House Minority Leader Hakeem Jeffries (D-N.Y.) said the threats — aired on Wednesday by Trump’s budget chief, Russell Vought — are merely a continuation of the president’s efforts to gut the federal government, which began the day he was sworn in.
With that in mind, Jeffries warned that Democrats won’t cave to GOP demands to support the current spending bill, since they don’t view a new round of layoffs or cuts to federal programs as unique to the shutdown.
“These are all things that the Trump administration has been doing since Jan. 20,” Jeffries told reporters in the Capitol.
“The mass firings of federal workers — the Trump administration has been engaging in this since Jan. 20,” he added. “Targeting the green-energy economy — Republicans have been doing that since Jan. 20.”
The comments came shortly after Vought announced that his department, the White House Office of Management and Budget (OMB), has frozen $18 billion in funds Congress had previously approved for two major transportation projects in New York City.
Hours later, Vought staged a call with congressional Republicans during which he said more federal layoffs would be coming before the week’s end. Separately, he announced that almost $8 billion in clean-energy projects would be cancelled, almost exclusively in states controlled by Democrats.
Some of those moves were expected — Vought had previewed the firings last week in a memo that directed federal agencies to prepare reduction in force (RIF) notices if the government shuts down. The move is a sharp break from the traditional shutdown routine, when many federal employees are furloughed — but not fired — and have received back pay when the government reopened.
Still, even Democrats representing the region around Washington, D.C., where federal jobs are abundant and the layoffs will be felt disproportionately, say the escalation should not alter the commitment of Democratic leaders to oppose the Republicans’ spending bill. That’s because the administration has no greater powers to fire federal workers during a shutdown, they say, than it does when the government is open.
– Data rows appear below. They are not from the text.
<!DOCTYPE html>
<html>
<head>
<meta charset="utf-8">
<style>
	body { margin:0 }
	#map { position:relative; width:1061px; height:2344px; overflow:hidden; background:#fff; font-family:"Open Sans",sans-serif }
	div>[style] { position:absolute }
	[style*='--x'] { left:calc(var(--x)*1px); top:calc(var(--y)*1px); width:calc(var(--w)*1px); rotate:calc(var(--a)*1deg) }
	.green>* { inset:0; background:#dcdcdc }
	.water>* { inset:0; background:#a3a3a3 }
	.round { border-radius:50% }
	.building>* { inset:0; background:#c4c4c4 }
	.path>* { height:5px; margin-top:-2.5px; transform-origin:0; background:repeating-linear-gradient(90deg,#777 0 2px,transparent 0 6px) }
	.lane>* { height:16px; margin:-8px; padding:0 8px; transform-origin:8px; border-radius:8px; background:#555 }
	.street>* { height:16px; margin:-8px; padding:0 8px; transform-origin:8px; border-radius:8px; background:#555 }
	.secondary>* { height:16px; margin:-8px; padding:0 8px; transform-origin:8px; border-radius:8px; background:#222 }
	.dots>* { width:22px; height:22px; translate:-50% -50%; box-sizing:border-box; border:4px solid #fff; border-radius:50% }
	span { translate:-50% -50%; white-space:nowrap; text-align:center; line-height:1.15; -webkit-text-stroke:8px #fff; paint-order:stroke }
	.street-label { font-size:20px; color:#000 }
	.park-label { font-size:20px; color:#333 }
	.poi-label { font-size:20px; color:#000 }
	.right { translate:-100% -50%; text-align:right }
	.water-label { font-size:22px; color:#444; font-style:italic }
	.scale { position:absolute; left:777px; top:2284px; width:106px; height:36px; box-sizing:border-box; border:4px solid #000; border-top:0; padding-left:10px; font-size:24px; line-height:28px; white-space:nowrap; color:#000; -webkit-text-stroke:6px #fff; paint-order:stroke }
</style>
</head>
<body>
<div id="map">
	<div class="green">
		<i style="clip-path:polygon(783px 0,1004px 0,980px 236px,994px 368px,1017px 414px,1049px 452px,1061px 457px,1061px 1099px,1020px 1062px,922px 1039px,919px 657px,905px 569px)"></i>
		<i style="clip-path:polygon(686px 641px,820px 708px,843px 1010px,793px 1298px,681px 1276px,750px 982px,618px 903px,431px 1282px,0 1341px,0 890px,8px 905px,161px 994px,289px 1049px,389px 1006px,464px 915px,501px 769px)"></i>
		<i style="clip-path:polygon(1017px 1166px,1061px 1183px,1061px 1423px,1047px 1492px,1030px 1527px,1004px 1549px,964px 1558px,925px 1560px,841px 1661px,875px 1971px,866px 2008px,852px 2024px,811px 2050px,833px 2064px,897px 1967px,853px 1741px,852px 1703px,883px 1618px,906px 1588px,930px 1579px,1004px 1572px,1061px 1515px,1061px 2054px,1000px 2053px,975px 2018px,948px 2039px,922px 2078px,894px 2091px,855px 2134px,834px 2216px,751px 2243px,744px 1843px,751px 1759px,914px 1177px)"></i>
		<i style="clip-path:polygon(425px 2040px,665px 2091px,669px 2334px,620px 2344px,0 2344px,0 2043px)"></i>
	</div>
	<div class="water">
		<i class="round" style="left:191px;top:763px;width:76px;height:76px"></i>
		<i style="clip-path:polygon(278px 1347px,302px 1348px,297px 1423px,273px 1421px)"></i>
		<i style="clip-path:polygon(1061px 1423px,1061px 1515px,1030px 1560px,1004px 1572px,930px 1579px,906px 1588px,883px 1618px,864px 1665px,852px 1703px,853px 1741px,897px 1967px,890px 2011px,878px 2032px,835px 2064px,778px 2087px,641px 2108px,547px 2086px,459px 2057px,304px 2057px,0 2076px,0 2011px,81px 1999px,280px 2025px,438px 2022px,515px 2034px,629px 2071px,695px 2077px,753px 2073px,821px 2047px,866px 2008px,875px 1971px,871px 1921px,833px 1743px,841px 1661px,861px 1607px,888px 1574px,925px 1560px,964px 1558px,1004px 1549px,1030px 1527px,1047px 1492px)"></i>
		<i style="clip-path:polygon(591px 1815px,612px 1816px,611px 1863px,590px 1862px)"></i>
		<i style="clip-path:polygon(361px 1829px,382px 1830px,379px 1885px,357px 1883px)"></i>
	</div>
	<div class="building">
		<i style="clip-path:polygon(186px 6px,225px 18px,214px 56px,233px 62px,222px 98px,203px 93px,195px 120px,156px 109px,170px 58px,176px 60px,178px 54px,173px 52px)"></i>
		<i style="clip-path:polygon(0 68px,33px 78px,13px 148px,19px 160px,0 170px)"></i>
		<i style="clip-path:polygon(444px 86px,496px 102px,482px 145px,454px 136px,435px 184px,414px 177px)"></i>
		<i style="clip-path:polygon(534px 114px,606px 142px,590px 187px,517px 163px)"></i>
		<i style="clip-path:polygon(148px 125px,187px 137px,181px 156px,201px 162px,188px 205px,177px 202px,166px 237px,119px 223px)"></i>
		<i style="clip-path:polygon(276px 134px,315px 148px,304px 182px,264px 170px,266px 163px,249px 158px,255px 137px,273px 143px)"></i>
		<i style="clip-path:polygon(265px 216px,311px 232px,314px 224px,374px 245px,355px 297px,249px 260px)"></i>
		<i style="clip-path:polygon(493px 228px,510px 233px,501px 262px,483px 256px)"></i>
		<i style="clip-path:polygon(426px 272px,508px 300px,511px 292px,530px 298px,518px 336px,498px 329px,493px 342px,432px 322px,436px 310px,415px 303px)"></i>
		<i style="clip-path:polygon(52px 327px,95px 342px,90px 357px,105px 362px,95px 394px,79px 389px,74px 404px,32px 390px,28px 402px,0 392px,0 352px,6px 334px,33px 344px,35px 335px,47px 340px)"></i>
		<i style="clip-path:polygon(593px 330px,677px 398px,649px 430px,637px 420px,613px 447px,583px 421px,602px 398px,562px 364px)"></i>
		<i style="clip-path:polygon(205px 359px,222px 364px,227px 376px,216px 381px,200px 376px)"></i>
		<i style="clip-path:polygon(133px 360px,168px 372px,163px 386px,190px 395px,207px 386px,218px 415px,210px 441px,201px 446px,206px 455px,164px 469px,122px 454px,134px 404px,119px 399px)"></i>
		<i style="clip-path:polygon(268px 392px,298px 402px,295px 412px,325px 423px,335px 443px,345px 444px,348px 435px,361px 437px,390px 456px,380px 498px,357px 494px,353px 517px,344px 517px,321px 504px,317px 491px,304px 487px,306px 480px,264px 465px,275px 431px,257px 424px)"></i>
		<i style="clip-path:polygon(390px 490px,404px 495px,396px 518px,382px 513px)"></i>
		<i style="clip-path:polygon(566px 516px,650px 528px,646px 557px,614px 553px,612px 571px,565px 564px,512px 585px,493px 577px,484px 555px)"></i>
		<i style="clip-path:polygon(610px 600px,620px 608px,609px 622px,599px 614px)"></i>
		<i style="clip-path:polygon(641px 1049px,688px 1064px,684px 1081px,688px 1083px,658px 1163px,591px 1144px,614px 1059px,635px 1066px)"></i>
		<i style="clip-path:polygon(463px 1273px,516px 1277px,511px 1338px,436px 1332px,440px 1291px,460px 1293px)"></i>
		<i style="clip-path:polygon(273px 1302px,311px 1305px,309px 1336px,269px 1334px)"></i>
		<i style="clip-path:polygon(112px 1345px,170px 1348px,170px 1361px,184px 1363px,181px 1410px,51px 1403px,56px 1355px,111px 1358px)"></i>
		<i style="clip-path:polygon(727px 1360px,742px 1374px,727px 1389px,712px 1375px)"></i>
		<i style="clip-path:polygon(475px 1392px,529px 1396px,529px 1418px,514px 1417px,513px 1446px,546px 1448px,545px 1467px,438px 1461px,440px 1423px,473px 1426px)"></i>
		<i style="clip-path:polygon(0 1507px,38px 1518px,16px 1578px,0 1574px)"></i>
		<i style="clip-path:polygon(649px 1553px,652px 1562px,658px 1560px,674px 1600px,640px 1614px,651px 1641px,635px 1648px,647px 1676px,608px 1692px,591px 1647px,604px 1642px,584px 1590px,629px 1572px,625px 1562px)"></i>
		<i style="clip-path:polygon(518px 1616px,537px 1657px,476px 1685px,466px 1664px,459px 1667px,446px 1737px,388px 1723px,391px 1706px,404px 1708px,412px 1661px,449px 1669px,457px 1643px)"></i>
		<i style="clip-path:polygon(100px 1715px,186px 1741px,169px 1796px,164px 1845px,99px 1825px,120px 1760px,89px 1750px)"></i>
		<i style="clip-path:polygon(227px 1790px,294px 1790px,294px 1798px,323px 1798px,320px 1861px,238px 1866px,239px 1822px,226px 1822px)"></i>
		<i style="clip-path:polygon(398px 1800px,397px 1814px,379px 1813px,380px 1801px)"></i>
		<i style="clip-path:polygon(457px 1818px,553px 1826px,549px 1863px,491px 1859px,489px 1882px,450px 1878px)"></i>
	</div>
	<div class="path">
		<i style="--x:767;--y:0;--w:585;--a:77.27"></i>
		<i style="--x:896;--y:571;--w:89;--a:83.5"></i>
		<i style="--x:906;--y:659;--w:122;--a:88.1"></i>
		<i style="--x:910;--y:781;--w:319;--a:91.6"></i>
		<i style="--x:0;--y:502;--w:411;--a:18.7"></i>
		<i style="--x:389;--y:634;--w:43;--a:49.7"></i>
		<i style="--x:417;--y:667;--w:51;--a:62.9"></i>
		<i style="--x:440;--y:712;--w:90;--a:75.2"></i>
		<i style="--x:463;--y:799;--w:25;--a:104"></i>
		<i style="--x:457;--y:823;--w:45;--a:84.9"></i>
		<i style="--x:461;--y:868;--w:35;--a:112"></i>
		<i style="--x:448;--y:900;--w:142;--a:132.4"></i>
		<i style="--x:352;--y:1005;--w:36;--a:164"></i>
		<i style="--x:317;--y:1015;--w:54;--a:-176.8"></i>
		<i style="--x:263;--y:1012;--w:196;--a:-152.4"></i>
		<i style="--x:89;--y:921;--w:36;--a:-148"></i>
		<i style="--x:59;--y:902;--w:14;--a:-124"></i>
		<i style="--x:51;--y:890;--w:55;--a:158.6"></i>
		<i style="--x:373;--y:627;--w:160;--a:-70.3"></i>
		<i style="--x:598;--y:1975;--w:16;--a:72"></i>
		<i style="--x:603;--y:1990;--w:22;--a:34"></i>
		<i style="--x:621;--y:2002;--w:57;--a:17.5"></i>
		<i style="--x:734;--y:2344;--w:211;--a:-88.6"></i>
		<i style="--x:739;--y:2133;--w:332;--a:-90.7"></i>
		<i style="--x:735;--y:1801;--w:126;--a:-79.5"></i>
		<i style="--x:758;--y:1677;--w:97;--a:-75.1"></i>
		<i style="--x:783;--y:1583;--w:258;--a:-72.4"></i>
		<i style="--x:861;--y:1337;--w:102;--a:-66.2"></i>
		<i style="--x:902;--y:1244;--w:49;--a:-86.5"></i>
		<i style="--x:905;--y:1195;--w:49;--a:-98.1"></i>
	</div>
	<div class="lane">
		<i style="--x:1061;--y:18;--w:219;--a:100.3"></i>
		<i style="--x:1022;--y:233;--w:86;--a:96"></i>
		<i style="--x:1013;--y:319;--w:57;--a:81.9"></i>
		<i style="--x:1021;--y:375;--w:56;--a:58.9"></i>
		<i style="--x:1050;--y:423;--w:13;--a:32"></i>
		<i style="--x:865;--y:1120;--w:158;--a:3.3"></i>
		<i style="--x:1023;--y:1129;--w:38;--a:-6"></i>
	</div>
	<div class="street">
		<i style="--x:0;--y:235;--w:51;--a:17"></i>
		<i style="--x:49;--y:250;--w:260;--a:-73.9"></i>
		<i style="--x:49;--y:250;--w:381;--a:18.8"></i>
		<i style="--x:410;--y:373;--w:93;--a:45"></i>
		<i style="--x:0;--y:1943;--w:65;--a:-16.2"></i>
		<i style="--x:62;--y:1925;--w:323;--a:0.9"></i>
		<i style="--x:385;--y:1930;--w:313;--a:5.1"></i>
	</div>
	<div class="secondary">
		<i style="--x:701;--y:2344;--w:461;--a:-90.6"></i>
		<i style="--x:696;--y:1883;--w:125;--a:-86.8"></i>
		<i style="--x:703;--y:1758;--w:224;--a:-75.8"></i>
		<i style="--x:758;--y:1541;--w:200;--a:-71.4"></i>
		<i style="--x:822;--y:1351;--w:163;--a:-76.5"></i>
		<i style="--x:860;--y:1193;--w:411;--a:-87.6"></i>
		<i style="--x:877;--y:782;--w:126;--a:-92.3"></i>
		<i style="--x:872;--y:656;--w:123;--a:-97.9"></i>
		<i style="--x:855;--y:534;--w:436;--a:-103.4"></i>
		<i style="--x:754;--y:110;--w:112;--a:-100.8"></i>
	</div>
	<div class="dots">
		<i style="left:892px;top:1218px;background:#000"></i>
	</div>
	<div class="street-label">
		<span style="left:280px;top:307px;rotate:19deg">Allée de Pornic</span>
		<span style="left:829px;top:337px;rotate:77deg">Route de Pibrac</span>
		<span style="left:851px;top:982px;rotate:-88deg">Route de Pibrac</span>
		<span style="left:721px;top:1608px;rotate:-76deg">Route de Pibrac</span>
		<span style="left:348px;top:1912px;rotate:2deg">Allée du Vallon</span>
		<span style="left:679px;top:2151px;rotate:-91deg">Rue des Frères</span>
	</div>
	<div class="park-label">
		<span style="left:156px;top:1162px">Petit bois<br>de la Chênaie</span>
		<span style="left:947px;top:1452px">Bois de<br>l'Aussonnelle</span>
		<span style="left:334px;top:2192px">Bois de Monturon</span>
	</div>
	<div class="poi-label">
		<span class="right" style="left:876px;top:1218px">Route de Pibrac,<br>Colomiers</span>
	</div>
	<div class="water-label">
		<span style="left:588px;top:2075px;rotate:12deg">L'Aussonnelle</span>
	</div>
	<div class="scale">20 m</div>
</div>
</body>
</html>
“A shutdown doesn’t obviate the civil service protections that federal workers have. A shutdown doesn’t obviate the legal requirements that the administration has to follow a process if they want to conduct a reduction in force,” said Rep. James Walkinshaw (D-Va.). “So if they attempted to use the shutdown as a pretext to circumvent any of those legal requirements, it would end up in court and they would almost certainly lose.”
Jeffries amplified that message on Wednesday, the first day of the shutdown, saying Democrats won’t be swayed to support a spending bill they loathe in response to layoffs and cuts they think the administration would pursue in any event.
“All of this talk that we see right now, as if it has anything to do with the shutdown Republicans have caused — no, it’s their ideology,” Jeffries said. “Cruelty is the point, when it comes to the Republican Party.”